▽

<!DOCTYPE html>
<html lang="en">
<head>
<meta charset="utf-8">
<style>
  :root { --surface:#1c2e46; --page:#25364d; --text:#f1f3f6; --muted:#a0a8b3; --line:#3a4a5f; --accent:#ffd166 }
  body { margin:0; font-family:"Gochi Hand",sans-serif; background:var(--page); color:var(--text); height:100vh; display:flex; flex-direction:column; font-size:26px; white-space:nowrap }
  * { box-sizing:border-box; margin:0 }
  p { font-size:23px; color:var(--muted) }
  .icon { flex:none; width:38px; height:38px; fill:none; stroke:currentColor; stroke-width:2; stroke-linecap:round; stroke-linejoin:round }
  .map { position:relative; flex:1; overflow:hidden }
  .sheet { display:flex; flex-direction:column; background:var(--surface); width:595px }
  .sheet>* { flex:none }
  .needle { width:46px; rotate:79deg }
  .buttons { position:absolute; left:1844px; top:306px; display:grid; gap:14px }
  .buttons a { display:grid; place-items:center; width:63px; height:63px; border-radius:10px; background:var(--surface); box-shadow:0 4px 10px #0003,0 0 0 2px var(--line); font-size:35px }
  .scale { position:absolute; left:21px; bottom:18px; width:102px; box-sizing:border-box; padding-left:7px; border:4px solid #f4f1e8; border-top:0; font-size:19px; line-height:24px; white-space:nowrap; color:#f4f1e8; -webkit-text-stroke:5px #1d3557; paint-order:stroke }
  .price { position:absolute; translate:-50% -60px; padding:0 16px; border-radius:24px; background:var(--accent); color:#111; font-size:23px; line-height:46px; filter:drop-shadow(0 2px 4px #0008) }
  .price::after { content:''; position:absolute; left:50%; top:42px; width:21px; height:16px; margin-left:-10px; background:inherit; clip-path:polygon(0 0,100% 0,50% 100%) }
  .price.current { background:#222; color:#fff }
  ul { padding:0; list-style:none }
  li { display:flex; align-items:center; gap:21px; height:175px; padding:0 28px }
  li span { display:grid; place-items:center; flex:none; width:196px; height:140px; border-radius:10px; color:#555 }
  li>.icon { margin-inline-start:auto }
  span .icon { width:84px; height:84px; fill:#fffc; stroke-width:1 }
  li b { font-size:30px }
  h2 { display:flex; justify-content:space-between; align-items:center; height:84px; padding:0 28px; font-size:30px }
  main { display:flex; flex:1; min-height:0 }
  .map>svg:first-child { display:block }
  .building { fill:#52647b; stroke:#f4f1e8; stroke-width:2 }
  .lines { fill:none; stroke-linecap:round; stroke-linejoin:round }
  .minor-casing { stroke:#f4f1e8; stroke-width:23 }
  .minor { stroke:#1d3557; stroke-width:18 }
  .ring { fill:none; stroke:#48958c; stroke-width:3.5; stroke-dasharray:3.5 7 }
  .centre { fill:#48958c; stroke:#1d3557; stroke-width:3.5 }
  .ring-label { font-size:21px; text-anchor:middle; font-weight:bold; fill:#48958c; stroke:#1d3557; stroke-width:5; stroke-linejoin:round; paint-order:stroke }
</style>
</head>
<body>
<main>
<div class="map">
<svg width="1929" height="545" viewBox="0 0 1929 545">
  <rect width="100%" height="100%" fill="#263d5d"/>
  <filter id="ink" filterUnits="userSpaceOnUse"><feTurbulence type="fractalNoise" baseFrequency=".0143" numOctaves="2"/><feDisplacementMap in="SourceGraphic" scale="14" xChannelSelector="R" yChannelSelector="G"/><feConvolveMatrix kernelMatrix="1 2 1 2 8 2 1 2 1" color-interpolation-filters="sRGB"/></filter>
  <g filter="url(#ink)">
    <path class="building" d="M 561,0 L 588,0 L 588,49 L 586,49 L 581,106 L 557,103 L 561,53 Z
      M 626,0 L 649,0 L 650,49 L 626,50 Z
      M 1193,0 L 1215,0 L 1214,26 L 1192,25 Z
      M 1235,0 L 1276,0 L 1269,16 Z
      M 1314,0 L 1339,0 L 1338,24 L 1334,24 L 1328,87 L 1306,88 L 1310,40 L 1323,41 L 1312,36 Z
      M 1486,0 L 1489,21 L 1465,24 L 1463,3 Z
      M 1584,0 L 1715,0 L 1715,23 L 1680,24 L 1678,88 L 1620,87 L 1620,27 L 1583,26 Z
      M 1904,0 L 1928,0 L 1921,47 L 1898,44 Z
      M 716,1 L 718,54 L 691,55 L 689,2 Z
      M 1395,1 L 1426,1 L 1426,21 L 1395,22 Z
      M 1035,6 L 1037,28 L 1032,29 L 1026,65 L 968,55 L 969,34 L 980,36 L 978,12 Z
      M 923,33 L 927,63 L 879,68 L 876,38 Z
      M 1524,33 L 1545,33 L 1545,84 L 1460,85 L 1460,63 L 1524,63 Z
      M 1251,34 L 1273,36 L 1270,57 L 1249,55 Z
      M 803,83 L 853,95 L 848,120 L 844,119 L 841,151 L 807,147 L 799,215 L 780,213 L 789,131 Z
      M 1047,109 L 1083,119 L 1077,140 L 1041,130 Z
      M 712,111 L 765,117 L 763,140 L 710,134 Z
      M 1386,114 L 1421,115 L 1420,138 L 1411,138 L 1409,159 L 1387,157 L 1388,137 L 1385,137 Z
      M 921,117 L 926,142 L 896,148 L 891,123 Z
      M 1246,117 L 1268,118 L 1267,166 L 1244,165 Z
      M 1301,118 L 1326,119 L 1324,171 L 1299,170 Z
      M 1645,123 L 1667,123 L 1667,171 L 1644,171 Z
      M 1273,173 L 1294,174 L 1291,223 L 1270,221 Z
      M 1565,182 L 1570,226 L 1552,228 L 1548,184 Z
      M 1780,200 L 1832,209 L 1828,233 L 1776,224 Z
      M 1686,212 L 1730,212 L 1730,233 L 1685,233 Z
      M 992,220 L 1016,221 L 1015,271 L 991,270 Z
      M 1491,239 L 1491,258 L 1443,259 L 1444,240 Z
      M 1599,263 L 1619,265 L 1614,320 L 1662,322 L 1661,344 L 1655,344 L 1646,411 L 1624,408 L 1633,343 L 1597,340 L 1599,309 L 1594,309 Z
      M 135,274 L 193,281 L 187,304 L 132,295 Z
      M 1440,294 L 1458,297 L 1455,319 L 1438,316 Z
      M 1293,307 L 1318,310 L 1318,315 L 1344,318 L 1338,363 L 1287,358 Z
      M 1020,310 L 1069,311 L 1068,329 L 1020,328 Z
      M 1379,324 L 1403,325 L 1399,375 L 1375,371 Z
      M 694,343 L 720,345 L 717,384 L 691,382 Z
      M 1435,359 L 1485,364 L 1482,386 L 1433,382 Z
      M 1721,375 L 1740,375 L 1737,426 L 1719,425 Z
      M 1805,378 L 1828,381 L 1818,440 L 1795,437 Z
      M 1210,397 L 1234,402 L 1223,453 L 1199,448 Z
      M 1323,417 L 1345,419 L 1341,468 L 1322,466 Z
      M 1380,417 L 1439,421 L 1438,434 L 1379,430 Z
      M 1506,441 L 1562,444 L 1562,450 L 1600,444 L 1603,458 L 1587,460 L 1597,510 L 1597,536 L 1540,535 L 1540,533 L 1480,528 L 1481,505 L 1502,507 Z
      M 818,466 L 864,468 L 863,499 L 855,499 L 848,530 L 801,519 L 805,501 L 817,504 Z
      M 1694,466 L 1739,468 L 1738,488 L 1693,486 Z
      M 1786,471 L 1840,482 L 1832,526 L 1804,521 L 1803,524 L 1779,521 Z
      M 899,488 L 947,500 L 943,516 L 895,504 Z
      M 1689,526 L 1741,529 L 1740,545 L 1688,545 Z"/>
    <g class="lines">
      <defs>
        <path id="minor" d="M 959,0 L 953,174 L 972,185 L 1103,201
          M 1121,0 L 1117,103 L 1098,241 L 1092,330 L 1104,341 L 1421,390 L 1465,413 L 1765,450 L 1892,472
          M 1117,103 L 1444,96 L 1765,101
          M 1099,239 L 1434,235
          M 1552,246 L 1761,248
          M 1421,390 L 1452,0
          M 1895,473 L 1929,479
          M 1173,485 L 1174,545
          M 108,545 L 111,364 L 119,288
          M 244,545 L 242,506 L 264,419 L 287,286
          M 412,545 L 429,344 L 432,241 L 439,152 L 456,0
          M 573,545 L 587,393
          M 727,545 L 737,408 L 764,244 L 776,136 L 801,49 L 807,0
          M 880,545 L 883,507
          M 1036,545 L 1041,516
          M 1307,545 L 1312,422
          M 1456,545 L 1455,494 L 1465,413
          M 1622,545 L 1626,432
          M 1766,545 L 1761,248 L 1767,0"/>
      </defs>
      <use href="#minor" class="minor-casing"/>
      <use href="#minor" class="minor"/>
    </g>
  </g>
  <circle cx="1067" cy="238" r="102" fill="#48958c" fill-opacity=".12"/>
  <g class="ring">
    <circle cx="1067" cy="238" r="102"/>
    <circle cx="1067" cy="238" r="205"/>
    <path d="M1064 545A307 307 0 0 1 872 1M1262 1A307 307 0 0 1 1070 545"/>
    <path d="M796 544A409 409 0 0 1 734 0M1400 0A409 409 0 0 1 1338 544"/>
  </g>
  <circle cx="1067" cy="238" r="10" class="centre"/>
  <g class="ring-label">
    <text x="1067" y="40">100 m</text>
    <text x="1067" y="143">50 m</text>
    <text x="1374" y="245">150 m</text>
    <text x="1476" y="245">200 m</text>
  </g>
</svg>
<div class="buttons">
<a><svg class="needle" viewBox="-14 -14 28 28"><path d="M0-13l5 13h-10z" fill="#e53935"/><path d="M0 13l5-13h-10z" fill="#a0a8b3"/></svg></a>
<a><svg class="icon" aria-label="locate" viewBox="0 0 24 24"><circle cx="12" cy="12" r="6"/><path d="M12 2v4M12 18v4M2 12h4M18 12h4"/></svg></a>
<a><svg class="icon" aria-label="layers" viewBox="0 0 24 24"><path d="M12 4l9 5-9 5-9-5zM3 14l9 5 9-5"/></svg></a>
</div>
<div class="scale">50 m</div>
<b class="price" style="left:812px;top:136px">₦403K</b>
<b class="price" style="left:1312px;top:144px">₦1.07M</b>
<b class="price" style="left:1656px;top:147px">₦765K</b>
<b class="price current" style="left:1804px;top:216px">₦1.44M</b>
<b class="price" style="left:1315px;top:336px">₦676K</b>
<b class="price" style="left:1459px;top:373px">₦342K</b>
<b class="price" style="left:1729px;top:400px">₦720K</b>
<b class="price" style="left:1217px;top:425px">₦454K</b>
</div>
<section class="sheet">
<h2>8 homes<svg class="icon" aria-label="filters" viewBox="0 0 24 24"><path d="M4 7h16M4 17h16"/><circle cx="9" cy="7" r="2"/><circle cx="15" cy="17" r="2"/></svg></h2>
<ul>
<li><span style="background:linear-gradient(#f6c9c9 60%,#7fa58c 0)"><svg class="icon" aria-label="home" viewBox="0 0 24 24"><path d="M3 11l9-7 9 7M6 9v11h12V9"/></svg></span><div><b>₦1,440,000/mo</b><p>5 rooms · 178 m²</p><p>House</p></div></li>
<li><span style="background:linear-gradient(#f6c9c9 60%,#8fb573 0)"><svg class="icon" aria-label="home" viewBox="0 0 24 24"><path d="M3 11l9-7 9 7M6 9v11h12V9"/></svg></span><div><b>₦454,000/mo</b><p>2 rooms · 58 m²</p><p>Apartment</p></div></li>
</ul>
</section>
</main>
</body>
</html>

△

Goal of the exercise » Once the line containing "--surface:#1c2e46; --page:#25364d; --text:#f1f3f6;" has been set down, nothing more is wanted; set down each line of the listing above up to it exactly, starting with the first.

Written solution »
<!DOCTYPE html>
<html lang="en">
<head>
<meta charset="utf-8">
<style>
  :root { --surface:#1c2e46; --page:#25364d; --text:#f1f3f6; --muted:#a0a8b3; --line:#3a4a5f; --accent:#ffd166 }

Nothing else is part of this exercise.